Not because I don't believe in writing, of course. She and I are both storytellers, at heart.

But for other reasons. I thought of college as a means to an end, a financial investment for a financial reward. And, well, I was lucky enough that I really enjoyed something that also was, unlike a creative writing, a lucrative degree. (That'd be CompSci, for those who haven't been keeping score.)

She responded, rather angrily, with "Well, it sounds like I'm studying to be an artist, and you're studying to be a corporate sellout."

It wasn't the worst thing she called me in that conversation (it was followed shortly by "asshole"), but it stuck with me.

Mostly because I make a terrible corporate sellout.

Up to that point in my life, I'd never even worked in private industry; all my work had either been for my family or for the government.

I've worked a few corporate jobs in the years since, but I'm still a bottom-rung IT temp. If I were going to sell out, it would have been for a lot more money than what I'm making.

Funny thing is, last I heard she was doing much the same work I am -- she's probably a bit higher up in the chain, actually, because a few years back she took an entry-level phone support job that I refused.

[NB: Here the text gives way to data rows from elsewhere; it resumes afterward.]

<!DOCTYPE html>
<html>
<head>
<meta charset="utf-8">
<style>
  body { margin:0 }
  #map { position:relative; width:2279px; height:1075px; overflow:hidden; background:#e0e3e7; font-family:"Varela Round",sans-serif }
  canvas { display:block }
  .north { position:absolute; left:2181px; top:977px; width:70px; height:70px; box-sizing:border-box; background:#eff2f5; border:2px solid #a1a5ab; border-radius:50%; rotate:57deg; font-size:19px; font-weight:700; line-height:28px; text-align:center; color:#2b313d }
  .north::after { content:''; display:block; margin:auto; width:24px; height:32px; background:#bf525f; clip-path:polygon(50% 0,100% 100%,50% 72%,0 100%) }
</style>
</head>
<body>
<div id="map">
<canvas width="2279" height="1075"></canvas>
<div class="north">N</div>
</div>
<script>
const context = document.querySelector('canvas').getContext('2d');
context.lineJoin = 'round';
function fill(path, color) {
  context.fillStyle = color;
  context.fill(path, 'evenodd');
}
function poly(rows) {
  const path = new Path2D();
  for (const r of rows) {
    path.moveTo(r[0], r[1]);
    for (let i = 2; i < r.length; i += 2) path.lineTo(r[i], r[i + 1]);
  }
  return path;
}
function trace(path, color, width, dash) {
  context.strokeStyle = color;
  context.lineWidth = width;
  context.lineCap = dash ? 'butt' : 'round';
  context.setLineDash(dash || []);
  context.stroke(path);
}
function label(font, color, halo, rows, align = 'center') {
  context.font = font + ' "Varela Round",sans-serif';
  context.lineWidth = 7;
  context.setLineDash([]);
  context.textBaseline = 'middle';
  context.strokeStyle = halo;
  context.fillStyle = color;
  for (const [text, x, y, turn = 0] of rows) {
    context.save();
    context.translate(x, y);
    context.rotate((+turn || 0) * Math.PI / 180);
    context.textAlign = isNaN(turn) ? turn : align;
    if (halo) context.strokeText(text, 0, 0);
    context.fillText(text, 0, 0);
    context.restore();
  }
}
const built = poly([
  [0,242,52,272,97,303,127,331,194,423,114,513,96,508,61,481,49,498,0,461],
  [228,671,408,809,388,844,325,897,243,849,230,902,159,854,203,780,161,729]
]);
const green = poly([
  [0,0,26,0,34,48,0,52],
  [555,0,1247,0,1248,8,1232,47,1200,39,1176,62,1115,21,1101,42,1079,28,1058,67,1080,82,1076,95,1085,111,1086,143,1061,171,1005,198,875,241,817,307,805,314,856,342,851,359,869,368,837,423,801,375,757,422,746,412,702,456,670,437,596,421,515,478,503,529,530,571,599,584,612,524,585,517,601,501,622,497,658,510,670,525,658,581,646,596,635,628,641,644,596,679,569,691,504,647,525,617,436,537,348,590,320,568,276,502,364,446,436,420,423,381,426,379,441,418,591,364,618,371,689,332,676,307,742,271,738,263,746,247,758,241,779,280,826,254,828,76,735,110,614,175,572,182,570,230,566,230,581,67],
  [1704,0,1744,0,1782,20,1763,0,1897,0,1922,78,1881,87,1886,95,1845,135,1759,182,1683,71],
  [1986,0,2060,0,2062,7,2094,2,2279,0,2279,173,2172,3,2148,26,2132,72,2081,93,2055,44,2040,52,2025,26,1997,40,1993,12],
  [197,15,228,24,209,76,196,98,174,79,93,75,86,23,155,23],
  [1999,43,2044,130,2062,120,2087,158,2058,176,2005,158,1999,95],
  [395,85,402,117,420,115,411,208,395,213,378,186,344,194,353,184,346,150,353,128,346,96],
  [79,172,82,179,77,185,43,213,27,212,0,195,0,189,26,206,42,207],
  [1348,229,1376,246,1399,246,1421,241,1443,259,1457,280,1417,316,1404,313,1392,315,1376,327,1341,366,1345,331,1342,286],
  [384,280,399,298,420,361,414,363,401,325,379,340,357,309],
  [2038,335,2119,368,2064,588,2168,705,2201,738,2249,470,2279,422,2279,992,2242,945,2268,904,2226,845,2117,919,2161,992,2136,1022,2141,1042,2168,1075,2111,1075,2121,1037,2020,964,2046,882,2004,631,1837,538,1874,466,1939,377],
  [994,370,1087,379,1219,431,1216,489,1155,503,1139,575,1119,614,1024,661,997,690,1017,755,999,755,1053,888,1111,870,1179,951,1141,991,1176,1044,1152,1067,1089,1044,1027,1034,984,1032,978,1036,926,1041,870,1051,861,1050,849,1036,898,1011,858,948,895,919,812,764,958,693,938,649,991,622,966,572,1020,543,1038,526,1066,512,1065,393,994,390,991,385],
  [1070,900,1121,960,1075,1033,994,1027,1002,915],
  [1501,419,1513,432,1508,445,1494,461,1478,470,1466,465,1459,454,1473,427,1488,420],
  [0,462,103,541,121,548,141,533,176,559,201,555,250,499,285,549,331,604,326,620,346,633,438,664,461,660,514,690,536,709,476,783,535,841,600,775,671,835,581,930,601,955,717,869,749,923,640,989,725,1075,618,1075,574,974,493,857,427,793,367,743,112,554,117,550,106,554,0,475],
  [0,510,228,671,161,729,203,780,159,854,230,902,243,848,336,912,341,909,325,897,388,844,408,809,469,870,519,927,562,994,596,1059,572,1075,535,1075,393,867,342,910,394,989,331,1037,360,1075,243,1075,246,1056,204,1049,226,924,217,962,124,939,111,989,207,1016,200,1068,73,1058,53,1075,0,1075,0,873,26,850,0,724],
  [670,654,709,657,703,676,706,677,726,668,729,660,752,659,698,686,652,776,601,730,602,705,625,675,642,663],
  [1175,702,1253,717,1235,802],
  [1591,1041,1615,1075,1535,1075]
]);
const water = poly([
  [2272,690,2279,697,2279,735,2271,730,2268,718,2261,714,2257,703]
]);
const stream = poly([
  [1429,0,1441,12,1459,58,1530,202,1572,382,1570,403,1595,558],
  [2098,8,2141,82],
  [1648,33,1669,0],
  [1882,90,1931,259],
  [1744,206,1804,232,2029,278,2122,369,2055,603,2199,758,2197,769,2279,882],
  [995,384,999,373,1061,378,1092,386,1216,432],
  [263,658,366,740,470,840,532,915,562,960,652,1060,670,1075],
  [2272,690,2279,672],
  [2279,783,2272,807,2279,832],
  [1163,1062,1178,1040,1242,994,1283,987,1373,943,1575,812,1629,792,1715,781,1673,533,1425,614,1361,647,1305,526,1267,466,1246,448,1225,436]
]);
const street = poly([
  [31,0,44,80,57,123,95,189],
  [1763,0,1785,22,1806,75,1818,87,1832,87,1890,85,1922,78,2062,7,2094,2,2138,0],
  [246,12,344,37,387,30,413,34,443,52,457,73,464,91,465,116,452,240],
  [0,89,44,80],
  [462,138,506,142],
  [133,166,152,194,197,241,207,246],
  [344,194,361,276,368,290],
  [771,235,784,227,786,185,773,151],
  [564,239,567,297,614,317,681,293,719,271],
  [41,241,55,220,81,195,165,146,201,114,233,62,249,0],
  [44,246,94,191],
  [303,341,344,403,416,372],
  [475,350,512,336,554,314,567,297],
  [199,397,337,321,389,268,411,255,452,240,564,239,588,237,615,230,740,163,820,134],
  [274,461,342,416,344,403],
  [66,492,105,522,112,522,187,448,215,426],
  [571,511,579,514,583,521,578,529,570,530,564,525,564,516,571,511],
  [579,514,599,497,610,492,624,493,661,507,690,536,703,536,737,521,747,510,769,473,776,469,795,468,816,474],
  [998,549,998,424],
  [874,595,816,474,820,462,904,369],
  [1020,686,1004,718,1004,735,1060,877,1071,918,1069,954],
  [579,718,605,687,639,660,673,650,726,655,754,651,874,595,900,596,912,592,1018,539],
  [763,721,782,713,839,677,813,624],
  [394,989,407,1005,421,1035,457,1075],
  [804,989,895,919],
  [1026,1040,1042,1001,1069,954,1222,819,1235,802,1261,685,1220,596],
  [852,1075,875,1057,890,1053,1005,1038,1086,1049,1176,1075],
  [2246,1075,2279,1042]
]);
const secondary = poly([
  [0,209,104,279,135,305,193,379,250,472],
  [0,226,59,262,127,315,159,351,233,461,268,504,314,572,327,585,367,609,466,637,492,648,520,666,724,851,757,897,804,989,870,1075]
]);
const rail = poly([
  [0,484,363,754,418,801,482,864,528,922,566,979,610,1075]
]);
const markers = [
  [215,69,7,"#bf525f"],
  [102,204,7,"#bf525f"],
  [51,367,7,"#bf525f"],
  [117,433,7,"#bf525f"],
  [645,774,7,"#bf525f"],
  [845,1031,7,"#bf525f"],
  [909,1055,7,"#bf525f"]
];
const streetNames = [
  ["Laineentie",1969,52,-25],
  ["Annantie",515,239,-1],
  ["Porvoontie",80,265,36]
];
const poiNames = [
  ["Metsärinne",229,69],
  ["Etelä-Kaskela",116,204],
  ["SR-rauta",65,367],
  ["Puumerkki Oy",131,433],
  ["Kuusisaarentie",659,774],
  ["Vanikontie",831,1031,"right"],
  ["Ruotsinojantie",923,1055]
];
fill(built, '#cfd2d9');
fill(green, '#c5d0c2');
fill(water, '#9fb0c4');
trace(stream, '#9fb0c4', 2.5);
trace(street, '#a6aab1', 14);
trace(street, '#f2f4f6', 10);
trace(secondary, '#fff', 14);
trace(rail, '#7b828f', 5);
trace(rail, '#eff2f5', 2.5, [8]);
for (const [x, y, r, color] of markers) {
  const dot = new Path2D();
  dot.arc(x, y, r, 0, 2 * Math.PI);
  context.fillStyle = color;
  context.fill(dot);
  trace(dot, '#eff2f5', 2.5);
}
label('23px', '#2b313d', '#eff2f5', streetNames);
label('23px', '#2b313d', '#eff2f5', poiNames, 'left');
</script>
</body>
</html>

I can't say I regret refusing that job, because seriously, entry-level phone support sucks and I thank the all-powerful Atheismo every day that I no longer work in a phone bank, but I will say that the job I took instead because I thought it'd pay better and give me more room for advancement was...a miscalculation.

So it goes, I suppose. But I'm still a storyteller at heart.

I enjoy the hell out of writing. And I never really stopped doing it -- I just cut way back on doing it here.

I'm pretty damn prolific over on the forums, and I spend more time arguing with idiots in the ComicsAlliance comments section than I'd care to admit. I think I'm much better off trying to redirect at least some of that effort back this way.

I've probably got a pretty good backlog of standalone posts over at Brontoforumus (and maybe even Pyoko, if I feel like slogging through Wayback pages) that I could just copy-paste up here. I expect I'll do a bit of that, in addition to original posts.